Task directions:
Output the data unchanged and complete, minus the images.

**********

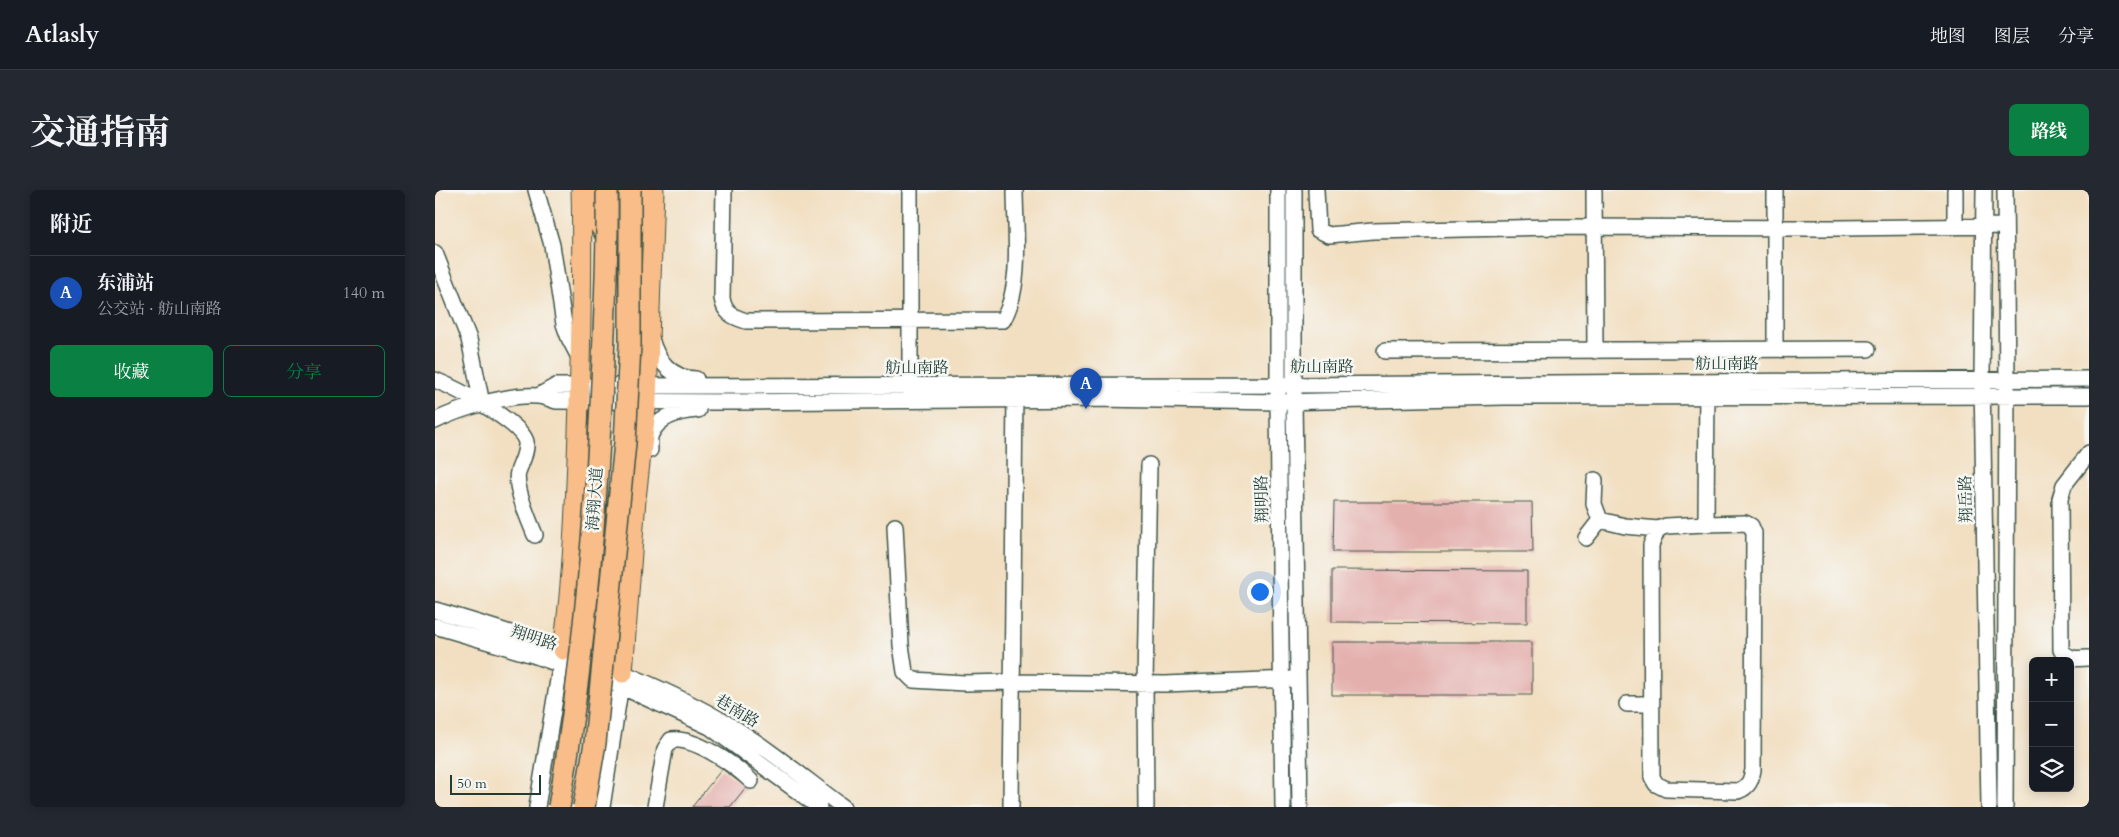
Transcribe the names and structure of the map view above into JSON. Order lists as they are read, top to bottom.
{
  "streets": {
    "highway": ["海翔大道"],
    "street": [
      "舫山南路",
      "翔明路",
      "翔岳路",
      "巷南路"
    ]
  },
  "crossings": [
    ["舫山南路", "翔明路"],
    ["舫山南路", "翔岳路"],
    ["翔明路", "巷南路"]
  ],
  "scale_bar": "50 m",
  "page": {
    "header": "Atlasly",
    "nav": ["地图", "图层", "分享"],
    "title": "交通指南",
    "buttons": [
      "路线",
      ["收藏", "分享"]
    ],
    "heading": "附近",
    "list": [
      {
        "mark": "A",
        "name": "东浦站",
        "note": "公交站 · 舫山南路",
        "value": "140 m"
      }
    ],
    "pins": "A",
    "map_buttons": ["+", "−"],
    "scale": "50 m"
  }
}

**********

Output of the task:
Transcribe the names and structure of the map view above into JSON. Order lists as they are read, top to bottom.
{
  "streets": {
    "highway": ["海翔大道"],
    "street": [
      "舫山南路",
      "翔明路",
      "翔岳路",
      "巷南路"
    ]
  },
  "crossings": [
    ["舫山南路", "翔明路"],
    ["舫山南路", "翔岳路"],
    ["翔明路", "巷南路"]
  ],
  "scale_bar": "50 m",
  "page": {
    "header": "Atlasly",
    "nav": ["地图", "图层", "分享"],
    "title": "交通指南",
    "buttons": [
      "路线",
      ["收藏", "分享"]
    ],
    "heading": "附近",
    "list": [
      {
        "mark": "A",
        "name": "东浦站",
        "note": "公交站 · 舫山南路",
        "value": "140 m"
      }
    ],
    "pins": "A",
    "map_buttons": ["+", "−"],
    "scale": "50 m"
  }
}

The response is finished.